US stimulus schemes have caused Asian stocks to rise due to the virus’s havoc


SYDNEY (Reuters) – Asian stocks rose on Monday as concerns over rising cases of COVID-19 and delayed vaccine supply stemmed from expectations of a $ 1.9 trillion fiscal stimulus plan to help revive the US economy.

FILE PHOTO: A man works on the Tokyo Stock Exchange after the market opens on October 2, 2020 in Tokyo, Japan. REUTERS / Kim Kyung-Hoon

Global equity markets have placed bets at record highs in recent times as the COVID vaccines begin to reduce worldwide inflation rates and a strong US economic recovery under President Joe Biden.

Nevertheless, investors are concerned about the answers to questions asked about the efficiency of vaccines to curb the epidemic and USlawmakers continue to debate a coronavirus assistance package.

MSCI’s largest index of Asia-Pacific shares outside Japan rose slightly from 721.96 and is only a short distance from last week’s record high of 727.31.

The benchmark is up 8.5% in January, on track for its straight monthly growth.

Japan’s Nikkei was up 0.36% in early trade.

Australian shares were slightly higher after the country’s drug regulator approved the Pfizer / BioNTech COVID-19 vaccine.

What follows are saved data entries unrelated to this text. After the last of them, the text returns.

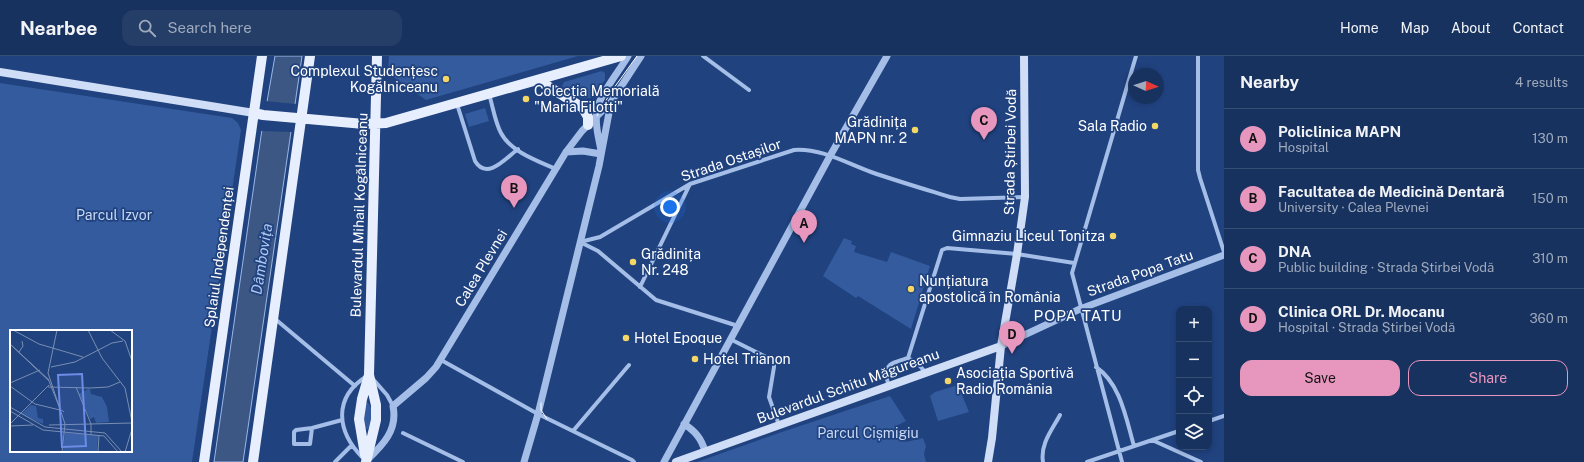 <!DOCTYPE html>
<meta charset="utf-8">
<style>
body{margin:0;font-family:"Public Sans",sans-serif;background:#253e68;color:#f1f3f6}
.controls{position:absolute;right:12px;bottom:12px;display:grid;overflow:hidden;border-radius:8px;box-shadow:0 2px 6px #0003}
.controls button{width:36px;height:36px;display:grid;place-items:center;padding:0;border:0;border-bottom:1px solid #364d74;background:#18325f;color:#f1f3f6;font:20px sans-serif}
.compass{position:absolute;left:1128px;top:12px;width:36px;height:36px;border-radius:50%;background:#18325f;box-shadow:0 2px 6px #0003;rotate:93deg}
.you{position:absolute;left:670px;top:151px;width:14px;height:14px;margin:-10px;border:3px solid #fff;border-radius:50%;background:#1a73e8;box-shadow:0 0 0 6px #1a73e833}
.badge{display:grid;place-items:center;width:26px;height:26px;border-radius:50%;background:#e797bd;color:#111;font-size:13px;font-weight:700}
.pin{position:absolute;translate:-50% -33px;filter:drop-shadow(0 1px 2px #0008)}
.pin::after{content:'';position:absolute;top:21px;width:14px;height:12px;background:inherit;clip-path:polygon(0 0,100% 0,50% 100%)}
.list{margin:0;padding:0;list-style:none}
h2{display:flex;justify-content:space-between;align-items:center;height:52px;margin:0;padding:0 16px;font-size:17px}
h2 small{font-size:13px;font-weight:400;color:#9faabd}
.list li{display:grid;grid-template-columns:26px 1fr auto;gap:12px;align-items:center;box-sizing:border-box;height:60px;padding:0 16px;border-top:1px solid #364d74}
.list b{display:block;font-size:15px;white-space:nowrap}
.list p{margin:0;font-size:13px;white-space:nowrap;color:#9faabd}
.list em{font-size:13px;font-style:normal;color:#9faabd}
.actions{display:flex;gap:8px;padding:12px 16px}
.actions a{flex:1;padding:9px 0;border:1px solid #e797bd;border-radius:12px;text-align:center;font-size:14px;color:#e797bd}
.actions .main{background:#e797bd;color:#111}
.icon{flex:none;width:22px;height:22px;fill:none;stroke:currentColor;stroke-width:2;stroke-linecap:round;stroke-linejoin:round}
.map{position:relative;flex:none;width:1224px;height:406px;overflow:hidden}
header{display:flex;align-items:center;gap:24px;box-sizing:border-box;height:56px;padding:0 20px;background:#18325f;border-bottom:1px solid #364d74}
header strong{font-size:19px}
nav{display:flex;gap:22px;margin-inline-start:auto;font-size:14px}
.search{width:280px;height:36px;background:#253e68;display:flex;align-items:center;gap:10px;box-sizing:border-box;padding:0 14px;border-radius:12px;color:#9faabd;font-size:15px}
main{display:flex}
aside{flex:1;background:#18325f}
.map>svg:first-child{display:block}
</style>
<header>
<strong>Nearbee</strong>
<div class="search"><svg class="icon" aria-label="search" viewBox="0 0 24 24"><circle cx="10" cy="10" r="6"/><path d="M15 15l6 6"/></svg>Search here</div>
<nav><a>Home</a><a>Map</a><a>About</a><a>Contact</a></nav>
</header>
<main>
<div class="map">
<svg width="1224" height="406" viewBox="0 0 1224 406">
<rect width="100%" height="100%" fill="#20427f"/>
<path fill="#335b9e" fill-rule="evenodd" d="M389,0H578L426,44L388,17Z
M602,15L605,17V24L592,41C582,46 569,37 562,30L564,26Z
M0,27L232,62L238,67L241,74L192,406H0ZM11,275H131V395H11Z
M485,52L489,65L469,71L465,58Z
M844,182L852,185L851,188L856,190L854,196L887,206L891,196L930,210L911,273L858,240L856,242L823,220Z
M958,329L969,356L938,365L930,340L935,336Z
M890,340L906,365L896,370L906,386L923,382L926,390L924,398L926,406H697L779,377Z
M367,346C374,352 372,365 368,373H366L363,367L365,348Z"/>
<path fill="#3d5784" stroke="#98b7e9" d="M275,0H302L243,406H214L261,80Z"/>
<path fill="#20427f" d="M265,45L296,48L292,76L261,75Z"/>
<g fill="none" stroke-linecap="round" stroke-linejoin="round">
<path stroke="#a4bee8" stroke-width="4" d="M703,0L749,34
M1198,0V114L1200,122L1224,196
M489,38C493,51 495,66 501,77C511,96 538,105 556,113
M457,48L475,105C487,125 506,102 518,93
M580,186L600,181L690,128L794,94C821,92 846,107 871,116C897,125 924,133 950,141L960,143L1025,141
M580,186L598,195L656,244L738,270
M640,231L690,128
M274,262L355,330
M730,283L774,305V311L769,341L779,369
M908,302L942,194L947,192L1017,198L1074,207
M908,302L919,309L926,317
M441,304L538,358L632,404L634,406
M1096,311C1121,328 1126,363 1134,390
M372,322L387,339L393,350
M889,331C882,308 889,308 908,302
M1209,365L1224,360
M312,372L310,388H294V376L296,374L312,372L342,364
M573,375L629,309
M403,377L463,406
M1152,384L1201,406
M363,402C337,376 332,342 367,320
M335,406L352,389
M1043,406C1040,388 1052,374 1060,359
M1087,406L1179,375
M1122,406L1072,217L1136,0"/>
<path stroke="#a4bee8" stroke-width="7" d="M601,94C598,80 594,64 598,50C602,36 620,14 628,0
M566,96L583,95L601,98
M1001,290L1080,253L1224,199
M684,368C695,375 701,382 705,395
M366,405C383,389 398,374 393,350L426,322L436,311L566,96L582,75L611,46L641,0
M524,406L538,358L599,110L611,46
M664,406L830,100L887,0"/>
<path stroke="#cfddf6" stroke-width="8" d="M0,16L254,57
M676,406L1001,290
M988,406L992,382L1001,290L1017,198L1025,141L1024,0"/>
<path stroke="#e7eefd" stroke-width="10" d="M538,24L583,52L588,61V69
M254,57L263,59L364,68L386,67L621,0
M365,399L359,363L362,343L369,319
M204,406L262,0
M253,406L310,0
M366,406L376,364V349L369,319L377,0"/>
<path stroke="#fff" stroke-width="1" d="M597,60L611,36L637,0
M541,347V354L547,363"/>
</g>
<g fill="#f5d765" stroke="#20427f" stroke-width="1.5">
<circle cx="446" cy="23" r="4"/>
<circle cx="526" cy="43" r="4"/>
<circle cx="1155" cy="70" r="4"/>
<circle cx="915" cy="74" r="4"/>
<circle cx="1113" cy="180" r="4"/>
<circle cx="633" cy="206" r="4"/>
<circle cx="911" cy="233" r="4"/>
<circle cx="626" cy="282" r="4"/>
<circle cx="695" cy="303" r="4"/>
<circle cx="948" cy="325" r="4"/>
</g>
<g text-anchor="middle" stroke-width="3.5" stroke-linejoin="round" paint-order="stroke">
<g font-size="14" fill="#fff" stroke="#20427f" text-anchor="start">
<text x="438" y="20" text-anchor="end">Complexul Studențesc<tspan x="438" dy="16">Kogălniceanu</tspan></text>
<text x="534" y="40">Colecția Memorială<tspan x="534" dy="16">"Maria Filotti"</tspan></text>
<text x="907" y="71" text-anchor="end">Grădinița<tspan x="907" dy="16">MAPN nr. 2</tspan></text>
<text x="1147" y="75" text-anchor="end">Sala Radio</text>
<text x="1105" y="185" text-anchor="end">Gimnaziu Liceul Tonitza</text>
<text x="641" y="203">Grădinița<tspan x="641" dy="16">Nr. 248</tspan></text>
<text x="919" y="230">Nunțiatura<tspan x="919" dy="16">apostolică în România</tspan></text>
<text x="634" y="287">Hotel Epoque</text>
<text x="703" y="308">Hotel Trianon</text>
<text x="956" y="322">Asociația Sportivă<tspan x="956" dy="16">Radio România</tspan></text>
</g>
<g font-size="14" fill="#fff" stroke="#20427f">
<text transform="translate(1010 96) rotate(-89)" y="5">Strada Știrbei Vodă</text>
<text transform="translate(731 104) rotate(-19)" y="5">Strada Ostașilor</text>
<text transform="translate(359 159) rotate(-88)" y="5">Bulevardul Mihail Kogălniceanu</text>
<text transform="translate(219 201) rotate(-82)" y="5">Splaiul Independenței</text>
<text transform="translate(481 212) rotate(-59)" y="5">Calea Plevnei</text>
<text transform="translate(1140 217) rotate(-20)" y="5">Strada Popa Tatu</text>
<text transform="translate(848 330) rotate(-20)" y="5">Bulevardul Schitu Măgureanu</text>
</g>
<g font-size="14" fill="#c8d9f6" stroke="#20427f">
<text x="114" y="164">Parcul Izvor</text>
<text x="868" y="382">Parcul Cișmigiu</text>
</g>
<g font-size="15" font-style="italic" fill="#b0c8ef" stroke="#20427f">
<text transform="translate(262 203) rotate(-81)" y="5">Dâmbovița</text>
</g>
<g font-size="15" letter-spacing="1" fill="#fff" stroke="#20427f">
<text x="1078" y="265">POPA TATU</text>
</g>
</g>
<g transform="translate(10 274)">
<rect width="122" height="122" fill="#20427f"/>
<path d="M78,59H80L81,64L92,67L97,77L99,92L86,93L84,87L80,89L69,64ZM21,75L26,76L28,88L33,89V94L11,84ZM55,103L88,105L87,122H53Z" fill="#335b9e"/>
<path fill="none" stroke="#798eb2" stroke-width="1" d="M3,0L29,14L73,27M47,0L38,43L55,94L52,122M78,0L92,28L115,58L122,92M100,0L115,11L122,31M0,14L39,50M0,14L39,51L50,79L54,82M9,22L13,16L12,11M41,37L65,32L102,13L113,11M0,53L30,40M0,56L25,74L50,80M38,57L80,58L98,57L110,52M66,57L81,94V104M0,77L35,97L95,103L112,122M0,81L33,100L94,106L108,122M0,94L39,55M39,95L122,93M0,96L23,95M88,122L89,105M115,122L122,99"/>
<path fill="#6c8ce6" fill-opacity="0.15" stroke="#6c8ce6" stroke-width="2" d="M72,44L76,116L52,117L48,45Z"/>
<rect width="122" height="122" fill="none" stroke="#fff" stroke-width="2"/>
</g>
</svg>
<div class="controls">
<button>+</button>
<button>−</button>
<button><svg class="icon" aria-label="locate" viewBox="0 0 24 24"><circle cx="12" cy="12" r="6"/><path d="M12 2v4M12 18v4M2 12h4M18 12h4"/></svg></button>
<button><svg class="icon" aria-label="layers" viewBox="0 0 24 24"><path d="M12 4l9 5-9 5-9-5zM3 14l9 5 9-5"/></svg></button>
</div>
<svg class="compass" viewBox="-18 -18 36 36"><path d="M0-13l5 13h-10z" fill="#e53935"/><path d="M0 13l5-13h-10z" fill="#9faabd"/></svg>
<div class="you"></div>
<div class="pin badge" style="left:804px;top:187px">A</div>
<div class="pin badge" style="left:514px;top:152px">B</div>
<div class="pin badge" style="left:984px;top:84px">C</div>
<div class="pin badge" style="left:1012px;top:298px">D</div>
</div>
<aside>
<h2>Nearby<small>4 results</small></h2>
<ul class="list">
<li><span class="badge">A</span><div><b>Policlinica MAPN</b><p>Hospital</p></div><em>130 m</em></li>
<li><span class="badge">B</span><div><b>Facultatea de Medicină Dentară</b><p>University · Calea Plevnei</p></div><em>150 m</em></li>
<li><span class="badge">C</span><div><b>DNA</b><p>Public building · Strada Știrbei Vodă</p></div><em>310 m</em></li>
<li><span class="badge">D</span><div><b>Clinica ORL Dr. Mocanu</b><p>Hospital · Strada Știrbei Vodă</p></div><em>360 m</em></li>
</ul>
<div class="actions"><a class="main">Save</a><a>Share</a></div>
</aside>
</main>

Officials said the phased rollout will begin at the end of next month.

Chinese stocks rose, with the blue-chip CSI300 index gaining 0.6%.

“The spotlight will be in Washington DC this week,” said Stephen Innes, chief global market strategist.

The Biden administration tried to counter Republican concerns that his $ 1.9 trillion pandemic relief proposal was too costly with lawmakers from both parties, saying they agreed that Americans should be a priority to receive the COVID-19 vaccine.

Financial markets are largely eyeing US economic stimulus, though disagreements mean that there are months of indecision in more than 175,000 COVID-19 cases in a country with millions out of work.

“Vaccine successes make it likely that life will become more functional again at some point in 2021, resulting in higher GDP growth and more robust corporate income,” Ince said.

“But rising global COVID19 infections, new forms of the virus, tightening of social disturbance restrictions and delaying vaccine rollout in some locations all increase the risk of near-term development.”

Global COVID-19 cases are moving towards 100 million with more than 2 million dead.

Hong Kong closed an area of ​​the Kowloon Peninsula on Saturday, the first such measure in the city since the epidemic began.

The report of the new UK COVID variant was not only highly contagious, but perhaps even more fatal than the original strain, adding to the concerns.

In the European Union, political leaders expressed widespread disagreement in fulfilling the promises made by AstraZeneca and Pfizer Inc., with the Italian Prime Minister calling for the exclusion of the vaccine suppliers, which said serious violations of contractual obligations The reason is delayed.

On Friday, the Dow lost 0.57%, the S&P 500 lost 0.30% and the Nasdaq lost 0.09%. The three main US indices closed higher for the week, with the Nasdaq up more than 4%.

Jefferies analysts said the US stock market appeared to be overvalued, although they still remain bullish.

Analyst Christopher Wood said, “Instead of bull market correction for the stock market is a real bad time, there needs to be a catalyst.”

“That means either an economic downturn or tightening material in Fed policy,” Wood said, adding that neither was likely to happen in a hurry.

In currencies, the major pairs were stuck in a tight range as the markets awaited the US Federal Reserve meeting on Wednesday.

The dollar index was flat at $ 90.19, with the euro at $ 1.2169, while sterling was last traded at $ 1.3691.

The Japanese yen was unchanged at 103.77 per dollar.

In commodities, oil prices fell with Brent to close at $ 12.24 a barrel and US crude by 3 cents to close at $ 52.24.

Gold spot prices rose 0.2% to 1,855.9 per ounce.